Monday, Jun. 10, 1974

Roughriders

By RICHARD SCHICKEL

GOING PLACES

Directed by BERTRAND BLIER Screenplay by BERTRAND BLIER and PHILLIPPE DUMARCAY

The inexplicable French need to imitate American Pop-culture forms has produced effects ranging from the weird (Eddie Constantine gangster films) to the wonderful (banana splits at Le Drugstore). But rarely has it resulted in anything as disgusting as Going Places, a Gallic rip-off of road pictures in the Easy Rider manner.

Jean-Claude and Pierrot (Gerard Depardieu and Patrick Dewaere), a peculiarly scrofulous pair of vagrants, are discovered, as the picture opens, sexually terrorizing a middle-aged woman before snatching her purse and making joyfully off with it in a scene that Director Blier handles as if he were a mod Mack Sennett. The rest of the film plays variations on this basic theme, all managed in the same chucklesome style, as the youths drift aimlessly around France, mainly stealing cars and abusing women--apparently because life these days offers nothing better to do.

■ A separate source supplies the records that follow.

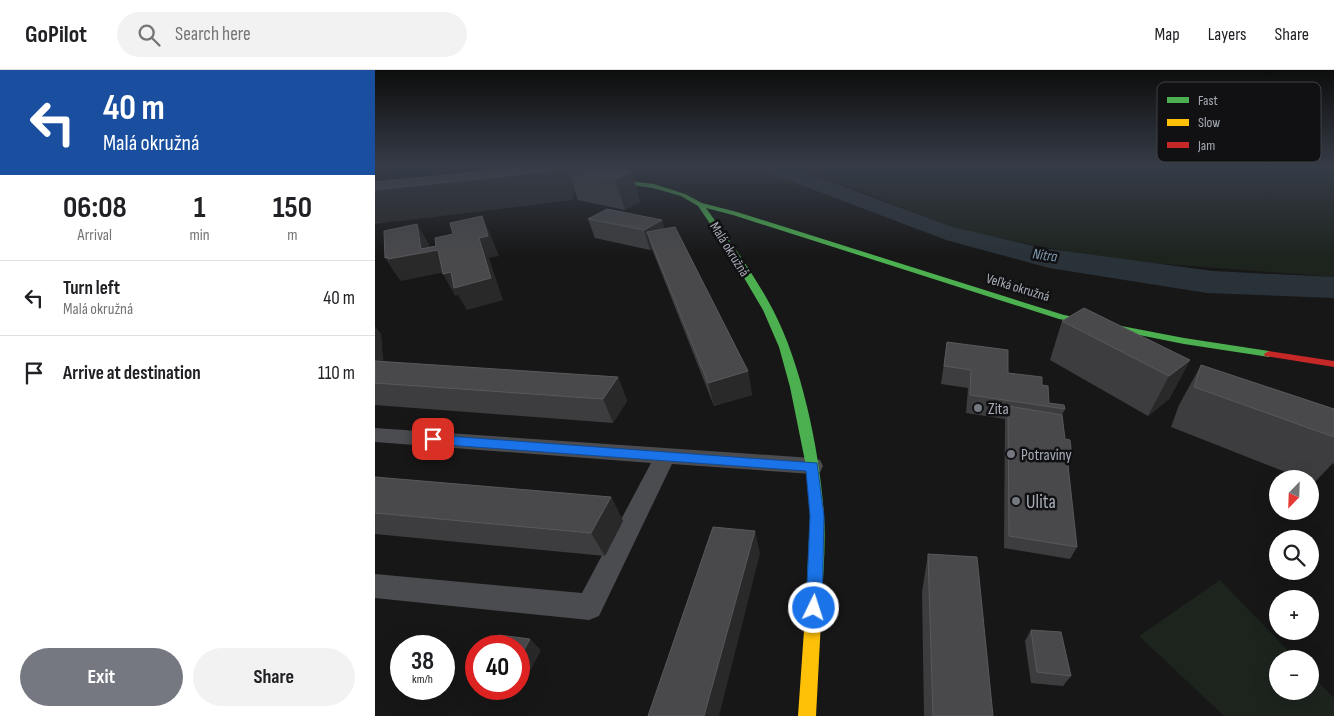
<!DOCTYPE html>
<meta charset="utf-8">
<style>
body{margin:0;font-family:"Sofia Sans Condensed",sans-serif;background:#f2f2f2;color:#202124;height:100vh;display:flex;flex-direction:column;font-size:19px;white-space:nowrap}
*{box-sizing:border-box;margin:0}
p{font-size:16px;color:#757577}
.icon{flex:none;width:28px;height:28px;fill:none;stroke:currentColor;stroke-width:2;stroke-linecap:round;stroke-linejoin:round}
.map{position:relative;flex:1;overflow:hidden}
.panel{display:flex;flex-direction:column;background:#fff;width:375px}
.panel>*{flex:none}
.guide{background:#1a4fa0;color:#fff;overflow:hidden}
.needle{width:32px;rotate:203deg}
.fabs{position:absolute;left:894px;top:400px;display:grid;gap:10px}
.fabs a{display:grid;place-items:center;width:50px;height:50px;border-radius:50%;background:#fff;box-shadow:0 5px 20px #0002;font-size:25px}
.speed{position:absolute;left:15px;top:565px;display:flex;gap:10px;font-size:25px;font-weight:700;text-align:center}
.speed>*{display:grid;place-content:center;width:65px;height:65px;border-radius:50%;background:#fff;box-shadow:0 5px 20px #0002;line-height:1}
.speed small{font-size:12px;font-weight:400}
.speed .limit{border:8px solid #d22;background:#fff;color:#111}
.pin{position:absolute;display:grid;place-items:center;width:42px;height:42px;color:#fff;margin:-21px;border-radius:10px;box-shadow:0 2px 8px #0006}
.me{position:absolute;width:55px;margin:-28px;rotate:4deg;stroke-linejoin:round;filter:drop-shadow(0 0 4px #0008)}
.turn{display:flex;align-items:center;gap:18px;height:105px;padding:0 20px;font-size:22px}
.turn .icon{width:65px;height:65px;stroke-width:2.5}
.turn b{display:block;font-size:35px;line-height:42px}
.eta{display:flex;justify-content:space-evenly;align-items:center;height:85px;text-align:center}
.eta b{font-size:30px;font-weight:700;line-height:35px}
.action{display:flex;gap:10px;margin-top:auto;padding:10px 20px}
.action a{flex:1;height:58px;border-radius:30px;background:#757880;color:#fff;font-size:20px;font-weight:700;line-height:58px;text-align:center}
.action a+a{background:#f2f2f2;color:#202124}
ul{padding:0;list-style:none}
li{display:flex;align-items:center;gap:15px;height:75px;padding:0 20px;border-top:1px solid #e0e0e0}
li div{flex:1}
li b{display:block;font-size:19px}
li em{font-style:normal}
header{display:flex;align-items:center;gap:30px;box-sizing:border-box;height:70px;padding:0 25px;background:#fff;border-bottom:1px solid #e0e0e0}
header strong{font-size:24px}
nav{display:flex;gap:28px;margin-inline-start:auto;font-size:18px}
.search{width:350px;height:45px;background:#f2f2f2;display:flex;align-items:center;gap:12px;box-sizing:border-box;padding:0 18px;border-radius:28px;color:#757577;font-size:19px}
main{display:flex;flex:1;min-height:0}
.map>svg:first-child{display:block}
.green{fill:#1d241e}
.water{fill:#2a3239}
.lines{fill:none;stroke-linecap:round;stroke-linejoin:round}
.street{fill:#4b4c50;fill-rule:evenodd}
.fast{fill:#4caf50;fill-rule:evenodd}
.slow{fill:#ffc107;fill-rule:evenodd}
.jam{fill:#c62828;fill-rule:evenodd}
.wall{fill:#3d3d3f}
.shaded-wall{fill:#29292a}
.building{fill:#49494c;stroke:#58595d}
.route{fill:#1a73e8;stroke:#114b97}
.poi-dot{fill:#757880;stroke:#111113;stroke-width:2}
.labels{text-anchor:middle;stroke-width:5;stroke-linejoin:round;paint-order:stroke}
.far-street-label{font-size:14px;fill:#a8adb8;stroke:#111113}
.far-water-label{font-size:15px;font-style:italic;fill:#7f9bb3;stroke:#111113}
.poi-label{font-size:16px;fill:#a8adb8;stroke:#111113;text-anchor:start}
.near-poi-label{font-size:19px;fill:#a8adb8;stroke:#111113;text-anchor:start}
.key{fill:#111113;stroke:#3e4045;stroke-width:1}
.key-label{font-size:14px;fill:#a8adb8}
</style>
<header>
<strong>GoPilot</strong>
<div class="search"><svg class="icon" aria-label="search" viewBox="0 0 24 24"><circle cx="10" cy="10" r="6"/><path d="M15 15l6 6"/></svg>Search here</div>
<nav><a>Map</a><a>Layers</a><a>Share</a></nav>
</header>
<main>
<section class="panel">
<div class="guide">
<div class="turn"><svg class="icon" aria-label="left" viewBox="0 0 24 24"><path d="M17 20v-9H6M10 6l-5 5 5 5"/></svg><div><b>40 m</b>Malá okružná</div></div>
</div>
<div class="eta">
<div><b>06:08</b><p>Arrival</p></div>
<div><b>1</b><p>min</p></div>
<div><b>150</b><p>m</p></div>
</div>
<ul>
<li><svg class="icon" aria-label="left" viewBox="0 0 24 24"><path d="M17 20v-9H6M10 6l-5 5 5 5"/></svg><div><b>Turn left</b><p>Malá okružná</p></div><em>40 m</em></li>
<li><svg class="icon" aria-label="arrive" viewBox="0 0 24 24"><path d="M6 21V4h12l-3 4 3 4H6"/></svg><div><b>Arrive at destination</b></div><em>110 m</em></li>
</ul>
<div class="action"><a>Exit</a><a>Share</a></div>
</section>
<div class="map">
<svg width="959" height="646" viewBox="0 0 959 646">
<rect width="100%" height="100%" fill="#171717"/>
<!-- green -->
<g class="green">
<path d="M13,96H107L14,112Z"/>
<path d="M421,96H959V207L736,190L588,161Z"/>
<path d="M845,510L921,589H902V621H935V603L959,628V646H849L764,566Z"/>
</g>
<!-- water -->
<path class="water" d="M376,96H412L578,157L667,178L838,201L959,207V228L832,223L674,198L571,170Z"/>
<g class="lines">
<!-- street -->
<path class="street" d="M0,358L437,388L445,390L448,396L445,402L437,404L297,394L224,546L214,550L0,528V504L207,523L276,393L0,372Z"/>
<!-- fast -->
<path class="fast" d="M223,107L279,114L310,124L327,133L362,142L689,245L809,268L894,281L899,284L894,287L809,274L684,249L358,145L331,138C355,171 379,204 398,240C427,295 445,383 449,445C451,473 448,503 447,532L445,538L439,540L433,538L431,532L435,446L431,396L415,317L404,277L388,240L349,174L323,136L306,126L278,118L221,110L220,109Z"/>
<!-- slow -->
<path class="slow" d="M439,524L445,526L447,532L441,646H423L431,532L433,526Z"/>
<!-- jam -->
<path class="jam" d="M894,281L959,291V297L890,286L889,284Z"/>
</g>
<!-- wall -->
<g class="wall">
<path d="M192,100L257,101L265,132L250,140L203,130Z"/>
<path d="M213,149L287,150L289,159L373,301L377,325L339,336L277,179L275,180L220,168Z"/>
<path d="M687,251L815,290L794,329L773,346L675,290Z"/>
<path d="M0,257L6,264L8,292L243,307L252,331L238,353L0,335Z"/>
<path d="M572,272L633,303L667,315L674,333L690,339L687,345L690,369L697,387L693,398L702,477L695,489L629,478L630,349L591,343L593,318L566,314Z"/>
<path d="M826,295L959,339V395L958,393L939,413L935,412V409H928L796,357L804,335Z"/>
<path d="M0,407L236,427L248,451L230,486L0,464Z"/>
<path d="M553,484L618,646H549L547,522Z"/>
<path d="M656,560L696,606L688,616L656,613L650,571Z"/>
<path d="M166,580L143,623L110,621L108,619H144Z"/>
</g>
<!-- shaded-wall -->
<g class="shaded-wall">
<path d="M188,96H190L199,122L198,130L0,154V120Z"/>
<path d="M257,101L265,132L250,140L240,109Z"/>
<path d="M107,146L116,166L124,186L114,188L128,230L92,240L83,225L80,226L68,204L104,168Z"/>
<path d="M287,150L292,169L272,162L277,179L275,180L269,160Z"/>
<path d="M42,154L54,174L55,182L63,180L75,201L26,211L25,209H24L10,188L46,179Z"/>
<path d="M0,257L6,264L9,311L0,313Z"/>
<path d="M815,290L794,329L773,346L794,306Z"/>
<path d="M373,301L377,325L339,336L333,313Z"/>
<path d="M243,307L252,331L238,353L228,329Z"/>
<path d="M236,427L248,451L230,486L216,463Z"/>
<path d="M380,461L385,484L344,646H329Z"/>
<path d="M155,569L166,580L143,623L137,619H144V589Z"/>
</g>
<!-- building -->
<g class="building">
<path d="M161,96H188L187,100L0,120V112Z"/>
<path d="M203,96H224L257,101L240,109L192,100Z"/>
<path d="M232,139L287,150L269,160L213,149Z"/>
<path d="M107,146L113,166L104,168L116,208L79,218L76,202L68,204L63,180L13,189V187L10,188L9,161L42,154L46,179L61,176L60,168L78,164L75,153Z"/>
<path d="M300,157L373,301L333,313L272,162Z"/>
<path d="M709,238L815,290L794,306L687,251Z"/>
<path d="M572,272L633,280V303L667,307V315L673,316L674,333L689,335L690,339L595,325L596,300L569,296Z"/>
<path d="M0,291L243,307L228,329L0,313Z"/>
<path d="M826,295L959,339V367L819,317Z"/>
<path d="M633,336L687,345L690,369L695,370L697,387L692,386L702,477L634,466Z"/>
<path d="M0,407L236,427L216,463L0,443Z"/>
<path d="M338,457L380,461L329,646H273Z"/>
<path d="M553,484L602,487L618,646H558Z"/>
<path d="M656,560L686,562L696,606L662,602Z"/>
<path d="M124,565L155,569L144,589V576H117Z"/>
<path d="M101,604V611H97Z"/>
</g>
<!-- sky -->
<linearGradient id="sky" x2="0" y2="1"><stop stop-color="#0d0d0d"/><stop offset="0.52" stop-color="#363c47"/><stop offset="1" stop-color="#363c47" stop-opacity="0"/></linearGradient>
<rect width="959" height="186" fill="url(#sky)"/>
<!-- route -->
<path class="route" d="M58,365L442,393L449,446L447,538L445,544L439,546L433,544L431,538L435,446L431,401L58,374L52,369Z"/>
<!-- markers -->
<g class="poi-dot">
<circle cx="603" cy="338" r="5"/>
<circle cx="636" cy="384" r="5"/>
<circle cx="641" cy="431" r="5"/>
</g>
<g class="labels">
<!-- far-street labels -->
<g class="far-street-label">
<text transform="translate(355 179) rotate(58)" y="5">Malá okružná</text>
<text transform="translate(643 217) rotate(17)" y="5">Veľká okružná</text>
</g>
<!-- far-water labels -->
<g class="far-water-label">
<text transform="translate(670 185) rotate(8)" y="5">Nitra</text>
</g>
<!-- poi labels -->
<g class="poi-label">
<text x="613" y="344">Zita</text>
<text x="646" y="390">Potraviny</text>
</g>
<!-- near-poi labels -->
<g class="near-poi-label">
<text x="651" y="438">Ulita</text>
</g>
</g>
<!-- legend -->
<rect x="782" y="12" width="164" height="80" rx="8" class="key"/>
<rect x="792" y="27" width="22" height="6" fill="#4caf50"/>
<rect x="792" y="49" width="22" height="7" fill="#ffc107"/>
<rect x="792" y="72" width="22" height="6" fill="#c62828"/>
<g class="key-label">
<text x="823" y="35">Fast</text>
<text x="823" y="57">Slow</text>
<text x="823" y="80">Jam</text>
</g>
</svg>
<div class="fabs">
<a><svg class="needle" viewBox="-14 -14 28 28"><path d="M0-13l5 13h-10z" fill="#e53935"/><path d="M0 13l5-13h-10z" fill="#757577"/></svg></a>
<a><svg class="icon" aria-label="search" viewBox="0 0 24 24"><circle cx="10" cy="10" r="6"/><path d="M15 15l6 6"/></svg></a>
<a>+</a>
<a>−</a>
</div>
<div class="speed"><div>38<small>km/h</small></div><div class="limit">40</div></div>
<div class="pin" style="left:58px;top:369px;background:#d93025"><svg class="icon" aria-label="arrive" viewBox="0 0 24 24"><path d="M6 21V4h12l-3 4 3 4H6"/></svg></div>
<svg class="me" style="left:439px;top:538px" viewBox="-20 -20 40 40"><circle r="17" fill="#1a73e8" stroke="#fff" stroke-width="3"/><path d="M0-11L8 9 0 5-8 9z" fill="#fff"/></svg>
</div>
</main>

At one point Jeanne Moreau, as a woman just released from prison, falls prey to them. Their method of tormenting her is to relieve her in a single day of all the deprivations--material and sexual -- she has suffered in a decade's confinement. The contrast is too rich for her and causes her to commit one of the most grotesque suicides in recent screen history.

The chief victim of his heroes' affectless assaults is a dumb, frigid yet promiscuous beautician (Miou-Miou). They keep circling back upon her to degrade her in a variety of ways. She masochistically enjoys their abuse, which, of course, strikes the director as the height of hilarity. Eventually she becomes their full-time companion and ally.

The ugliness of Going Places is not the result of ineptness or miscalculation. The perverse comic spirit in which Blier approaches his psychopathic central fig ures is a deliberate attempt at existential shock therapy. It comes off something like a preadolescent's first experiments with dirty words, except that the attitude of amused tolerance with which wise parents often greet that phase is hard to summon up. What one would really like to do is wash Blier's mouth out with soap and pray that his film is an isolated ab erration and not, as some critics and youthful viewers seem to think, a summarizing statement about the spirit of the '70s.